[REQUIREMENT]:
Identify each line in the records below that contains the word "place", and copy it.

[ENTRIES SHOWN]:

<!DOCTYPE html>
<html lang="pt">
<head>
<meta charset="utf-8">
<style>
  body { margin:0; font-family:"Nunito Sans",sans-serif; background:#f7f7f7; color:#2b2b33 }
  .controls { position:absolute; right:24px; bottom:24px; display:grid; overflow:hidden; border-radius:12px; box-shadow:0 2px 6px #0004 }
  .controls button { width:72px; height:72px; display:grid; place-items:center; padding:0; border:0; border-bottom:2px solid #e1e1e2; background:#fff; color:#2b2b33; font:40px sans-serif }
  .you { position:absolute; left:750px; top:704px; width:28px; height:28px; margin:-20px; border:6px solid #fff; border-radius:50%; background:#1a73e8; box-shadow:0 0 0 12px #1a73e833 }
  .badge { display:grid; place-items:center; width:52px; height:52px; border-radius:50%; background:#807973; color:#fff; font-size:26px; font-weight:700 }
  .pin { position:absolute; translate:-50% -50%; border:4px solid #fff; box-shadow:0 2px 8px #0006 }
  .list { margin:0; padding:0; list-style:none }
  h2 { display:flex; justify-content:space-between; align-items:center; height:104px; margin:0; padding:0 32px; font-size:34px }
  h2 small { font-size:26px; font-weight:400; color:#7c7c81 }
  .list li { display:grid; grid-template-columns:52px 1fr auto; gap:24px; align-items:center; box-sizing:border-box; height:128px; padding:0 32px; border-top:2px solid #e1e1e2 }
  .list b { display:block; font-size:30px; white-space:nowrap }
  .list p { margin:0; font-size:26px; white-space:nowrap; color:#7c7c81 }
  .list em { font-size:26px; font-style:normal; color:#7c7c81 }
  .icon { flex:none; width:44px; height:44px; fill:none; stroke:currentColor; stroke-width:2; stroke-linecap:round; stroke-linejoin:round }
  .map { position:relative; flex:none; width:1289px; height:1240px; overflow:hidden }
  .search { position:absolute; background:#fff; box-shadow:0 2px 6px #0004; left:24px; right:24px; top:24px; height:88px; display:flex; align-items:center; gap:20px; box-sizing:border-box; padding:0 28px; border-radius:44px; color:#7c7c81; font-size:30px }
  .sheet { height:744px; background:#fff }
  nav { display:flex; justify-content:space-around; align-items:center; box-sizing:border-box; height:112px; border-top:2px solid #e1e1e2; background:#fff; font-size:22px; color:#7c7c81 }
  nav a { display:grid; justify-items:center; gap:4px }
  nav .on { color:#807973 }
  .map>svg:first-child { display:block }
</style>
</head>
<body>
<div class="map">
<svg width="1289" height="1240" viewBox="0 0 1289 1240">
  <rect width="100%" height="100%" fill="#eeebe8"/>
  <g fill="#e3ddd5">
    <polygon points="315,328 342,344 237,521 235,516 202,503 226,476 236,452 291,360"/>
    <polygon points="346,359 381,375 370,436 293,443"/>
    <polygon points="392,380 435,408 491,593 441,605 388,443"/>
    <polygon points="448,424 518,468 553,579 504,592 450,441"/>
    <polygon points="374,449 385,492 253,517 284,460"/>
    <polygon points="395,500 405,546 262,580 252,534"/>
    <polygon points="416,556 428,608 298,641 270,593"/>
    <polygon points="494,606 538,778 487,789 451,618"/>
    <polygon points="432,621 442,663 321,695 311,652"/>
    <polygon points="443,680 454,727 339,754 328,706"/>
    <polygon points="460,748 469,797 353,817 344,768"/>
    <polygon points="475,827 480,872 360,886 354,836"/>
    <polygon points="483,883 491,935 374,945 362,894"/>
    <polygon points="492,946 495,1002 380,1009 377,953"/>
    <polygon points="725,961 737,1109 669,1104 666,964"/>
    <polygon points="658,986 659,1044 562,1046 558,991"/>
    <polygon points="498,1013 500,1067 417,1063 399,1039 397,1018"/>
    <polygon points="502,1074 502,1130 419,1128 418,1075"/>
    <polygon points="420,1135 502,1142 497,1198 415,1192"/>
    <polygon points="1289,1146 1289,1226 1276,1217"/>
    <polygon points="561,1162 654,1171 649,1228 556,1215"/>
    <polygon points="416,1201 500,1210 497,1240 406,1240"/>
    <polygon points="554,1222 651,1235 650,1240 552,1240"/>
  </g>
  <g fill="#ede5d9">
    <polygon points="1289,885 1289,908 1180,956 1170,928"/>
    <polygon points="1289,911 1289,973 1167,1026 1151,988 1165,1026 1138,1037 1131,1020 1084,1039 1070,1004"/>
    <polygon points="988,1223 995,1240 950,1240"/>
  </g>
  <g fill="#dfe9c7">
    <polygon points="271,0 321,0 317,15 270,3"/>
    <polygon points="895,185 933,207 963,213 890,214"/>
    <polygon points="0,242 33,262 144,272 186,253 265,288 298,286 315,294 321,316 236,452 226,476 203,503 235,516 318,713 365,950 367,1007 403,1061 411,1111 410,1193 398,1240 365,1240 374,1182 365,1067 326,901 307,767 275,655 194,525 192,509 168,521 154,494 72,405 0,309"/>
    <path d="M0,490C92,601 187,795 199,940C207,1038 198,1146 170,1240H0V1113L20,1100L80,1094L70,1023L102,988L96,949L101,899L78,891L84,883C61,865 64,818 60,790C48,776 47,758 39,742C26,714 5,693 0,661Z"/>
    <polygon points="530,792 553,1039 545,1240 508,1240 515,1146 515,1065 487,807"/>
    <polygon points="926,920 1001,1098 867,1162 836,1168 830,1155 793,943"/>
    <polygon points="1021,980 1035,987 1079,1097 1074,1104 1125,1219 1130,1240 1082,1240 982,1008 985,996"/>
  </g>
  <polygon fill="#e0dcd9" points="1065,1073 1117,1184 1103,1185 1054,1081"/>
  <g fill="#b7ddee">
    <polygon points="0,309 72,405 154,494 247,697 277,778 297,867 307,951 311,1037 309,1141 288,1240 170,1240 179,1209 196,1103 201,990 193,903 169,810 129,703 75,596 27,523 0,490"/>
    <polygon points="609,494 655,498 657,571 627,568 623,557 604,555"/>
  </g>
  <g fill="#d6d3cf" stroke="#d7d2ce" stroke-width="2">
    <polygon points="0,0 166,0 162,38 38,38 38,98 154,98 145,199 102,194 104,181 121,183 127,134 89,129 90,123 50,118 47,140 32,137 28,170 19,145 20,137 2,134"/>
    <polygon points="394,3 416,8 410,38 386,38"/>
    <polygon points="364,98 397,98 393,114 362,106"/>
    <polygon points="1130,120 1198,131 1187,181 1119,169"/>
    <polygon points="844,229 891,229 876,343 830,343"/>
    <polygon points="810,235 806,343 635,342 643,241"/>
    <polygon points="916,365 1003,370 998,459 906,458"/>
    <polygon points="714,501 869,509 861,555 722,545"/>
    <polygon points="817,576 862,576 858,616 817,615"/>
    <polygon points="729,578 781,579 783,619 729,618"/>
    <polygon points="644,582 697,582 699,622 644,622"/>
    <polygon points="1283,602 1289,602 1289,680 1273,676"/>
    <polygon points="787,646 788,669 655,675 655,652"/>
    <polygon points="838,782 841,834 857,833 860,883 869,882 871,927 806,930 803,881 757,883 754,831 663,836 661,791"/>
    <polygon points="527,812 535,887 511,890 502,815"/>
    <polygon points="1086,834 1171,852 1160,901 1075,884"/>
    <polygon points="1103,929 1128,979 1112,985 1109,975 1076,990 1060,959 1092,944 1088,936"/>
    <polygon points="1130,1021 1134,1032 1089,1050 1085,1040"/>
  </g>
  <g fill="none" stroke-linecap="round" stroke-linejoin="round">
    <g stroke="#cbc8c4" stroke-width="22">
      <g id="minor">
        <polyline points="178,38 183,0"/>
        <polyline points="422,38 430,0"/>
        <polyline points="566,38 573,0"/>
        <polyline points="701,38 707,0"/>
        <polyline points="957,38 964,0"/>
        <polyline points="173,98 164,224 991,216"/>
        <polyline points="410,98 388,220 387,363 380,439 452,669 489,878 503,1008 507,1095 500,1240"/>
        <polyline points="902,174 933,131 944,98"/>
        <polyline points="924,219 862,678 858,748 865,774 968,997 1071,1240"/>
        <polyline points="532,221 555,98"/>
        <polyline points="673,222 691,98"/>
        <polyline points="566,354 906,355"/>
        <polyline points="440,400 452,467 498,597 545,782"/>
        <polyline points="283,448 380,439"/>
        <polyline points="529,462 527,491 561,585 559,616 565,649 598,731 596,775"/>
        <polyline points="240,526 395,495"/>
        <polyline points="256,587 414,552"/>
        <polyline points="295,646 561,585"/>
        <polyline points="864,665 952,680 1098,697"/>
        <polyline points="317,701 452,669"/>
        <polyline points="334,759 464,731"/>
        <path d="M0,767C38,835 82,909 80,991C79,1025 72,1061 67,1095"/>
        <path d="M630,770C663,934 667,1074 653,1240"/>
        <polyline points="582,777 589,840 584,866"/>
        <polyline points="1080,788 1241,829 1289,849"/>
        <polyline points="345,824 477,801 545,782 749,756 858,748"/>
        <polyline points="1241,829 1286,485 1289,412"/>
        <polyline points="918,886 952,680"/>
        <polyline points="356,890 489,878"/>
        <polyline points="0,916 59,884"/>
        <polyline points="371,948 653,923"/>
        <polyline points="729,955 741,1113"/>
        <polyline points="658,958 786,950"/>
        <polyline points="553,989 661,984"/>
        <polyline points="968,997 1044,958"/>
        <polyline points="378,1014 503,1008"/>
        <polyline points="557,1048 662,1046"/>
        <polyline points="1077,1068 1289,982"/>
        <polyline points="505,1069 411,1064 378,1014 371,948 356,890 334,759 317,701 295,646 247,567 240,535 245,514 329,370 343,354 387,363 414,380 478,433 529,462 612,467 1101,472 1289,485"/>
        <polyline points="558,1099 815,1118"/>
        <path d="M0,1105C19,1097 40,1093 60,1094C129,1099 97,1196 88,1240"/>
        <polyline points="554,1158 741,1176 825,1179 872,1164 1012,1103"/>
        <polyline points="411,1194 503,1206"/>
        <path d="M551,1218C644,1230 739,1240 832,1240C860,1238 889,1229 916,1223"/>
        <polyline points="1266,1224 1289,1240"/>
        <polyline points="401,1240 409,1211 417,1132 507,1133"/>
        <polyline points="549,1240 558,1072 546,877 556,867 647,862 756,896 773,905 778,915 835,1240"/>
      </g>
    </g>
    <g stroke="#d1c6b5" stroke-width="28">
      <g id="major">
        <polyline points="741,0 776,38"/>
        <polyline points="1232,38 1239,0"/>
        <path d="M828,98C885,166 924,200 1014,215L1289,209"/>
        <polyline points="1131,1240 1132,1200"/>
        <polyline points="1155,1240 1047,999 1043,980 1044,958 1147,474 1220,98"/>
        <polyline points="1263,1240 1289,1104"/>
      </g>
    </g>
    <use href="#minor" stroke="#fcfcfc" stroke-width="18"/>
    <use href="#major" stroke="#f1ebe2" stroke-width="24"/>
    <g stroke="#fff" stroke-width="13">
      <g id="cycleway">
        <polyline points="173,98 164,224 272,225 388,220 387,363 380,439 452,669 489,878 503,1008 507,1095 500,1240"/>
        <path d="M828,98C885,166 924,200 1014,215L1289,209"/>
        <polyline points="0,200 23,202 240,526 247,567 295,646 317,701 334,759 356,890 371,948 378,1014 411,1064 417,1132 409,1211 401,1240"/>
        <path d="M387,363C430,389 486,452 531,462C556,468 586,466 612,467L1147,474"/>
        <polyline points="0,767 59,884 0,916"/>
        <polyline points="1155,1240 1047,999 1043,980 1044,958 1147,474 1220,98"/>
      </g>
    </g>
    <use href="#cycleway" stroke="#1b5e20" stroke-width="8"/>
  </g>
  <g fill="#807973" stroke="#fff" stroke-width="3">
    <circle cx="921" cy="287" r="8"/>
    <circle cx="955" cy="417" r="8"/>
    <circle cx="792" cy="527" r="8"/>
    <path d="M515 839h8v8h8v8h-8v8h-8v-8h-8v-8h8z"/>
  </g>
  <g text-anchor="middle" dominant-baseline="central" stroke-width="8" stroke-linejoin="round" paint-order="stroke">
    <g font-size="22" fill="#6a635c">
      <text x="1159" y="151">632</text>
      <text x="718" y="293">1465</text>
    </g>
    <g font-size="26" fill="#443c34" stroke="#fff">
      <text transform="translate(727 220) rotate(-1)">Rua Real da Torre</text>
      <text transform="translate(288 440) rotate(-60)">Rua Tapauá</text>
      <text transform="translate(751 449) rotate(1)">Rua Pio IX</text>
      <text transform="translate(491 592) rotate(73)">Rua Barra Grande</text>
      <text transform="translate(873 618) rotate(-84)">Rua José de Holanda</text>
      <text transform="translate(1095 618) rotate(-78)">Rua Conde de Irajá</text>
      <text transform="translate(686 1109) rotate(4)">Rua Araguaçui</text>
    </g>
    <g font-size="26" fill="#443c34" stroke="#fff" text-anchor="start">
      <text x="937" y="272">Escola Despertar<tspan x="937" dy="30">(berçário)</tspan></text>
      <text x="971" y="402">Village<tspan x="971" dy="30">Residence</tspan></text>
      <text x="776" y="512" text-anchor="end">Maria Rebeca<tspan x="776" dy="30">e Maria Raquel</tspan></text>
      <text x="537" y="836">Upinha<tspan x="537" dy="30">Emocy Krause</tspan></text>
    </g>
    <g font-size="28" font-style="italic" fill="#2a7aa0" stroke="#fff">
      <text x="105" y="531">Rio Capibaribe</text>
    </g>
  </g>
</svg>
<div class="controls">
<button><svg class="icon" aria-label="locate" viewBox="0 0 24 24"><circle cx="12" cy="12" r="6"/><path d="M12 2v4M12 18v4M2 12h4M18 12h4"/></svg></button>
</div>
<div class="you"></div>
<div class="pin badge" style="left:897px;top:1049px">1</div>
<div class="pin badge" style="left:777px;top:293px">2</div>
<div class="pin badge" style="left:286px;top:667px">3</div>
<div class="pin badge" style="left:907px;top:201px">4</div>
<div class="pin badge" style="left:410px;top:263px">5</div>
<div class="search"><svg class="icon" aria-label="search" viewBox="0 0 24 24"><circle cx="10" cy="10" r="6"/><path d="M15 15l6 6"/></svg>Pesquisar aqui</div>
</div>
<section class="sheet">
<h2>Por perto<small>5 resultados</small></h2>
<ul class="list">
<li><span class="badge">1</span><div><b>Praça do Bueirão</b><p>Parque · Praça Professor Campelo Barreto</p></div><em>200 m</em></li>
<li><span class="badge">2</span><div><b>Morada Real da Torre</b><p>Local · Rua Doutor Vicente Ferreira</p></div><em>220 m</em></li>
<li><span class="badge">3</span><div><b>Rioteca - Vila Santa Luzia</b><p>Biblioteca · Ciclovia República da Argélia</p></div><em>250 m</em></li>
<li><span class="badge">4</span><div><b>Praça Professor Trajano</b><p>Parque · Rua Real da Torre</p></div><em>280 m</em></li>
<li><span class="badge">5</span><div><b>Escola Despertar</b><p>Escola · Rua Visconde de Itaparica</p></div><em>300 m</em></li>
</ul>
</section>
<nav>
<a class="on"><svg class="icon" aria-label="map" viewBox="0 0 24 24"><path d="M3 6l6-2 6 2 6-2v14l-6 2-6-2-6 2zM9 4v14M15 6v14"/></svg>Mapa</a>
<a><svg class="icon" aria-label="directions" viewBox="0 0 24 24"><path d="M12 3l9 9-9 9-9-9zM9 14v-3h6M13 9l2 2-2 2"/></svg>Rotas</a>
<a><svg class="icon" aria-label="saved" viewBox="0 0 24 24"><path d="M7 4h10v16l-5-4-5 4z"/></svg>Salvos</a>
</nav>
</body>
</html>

[WRITTEN ANSWER]:
  .controls button { width:72px; height:72px; display:grid; place-items:center; padding:0; border:0; border-bottom:2px solid #e1e1e2; background:#fff; color:#2b2b33; font:40px sans-serif }
  .badge { display:grid; place-items:center; width:52px; height:52px; border-radius:50%; background:#807973; color:#fff; font-size:26px; font-weight:700 }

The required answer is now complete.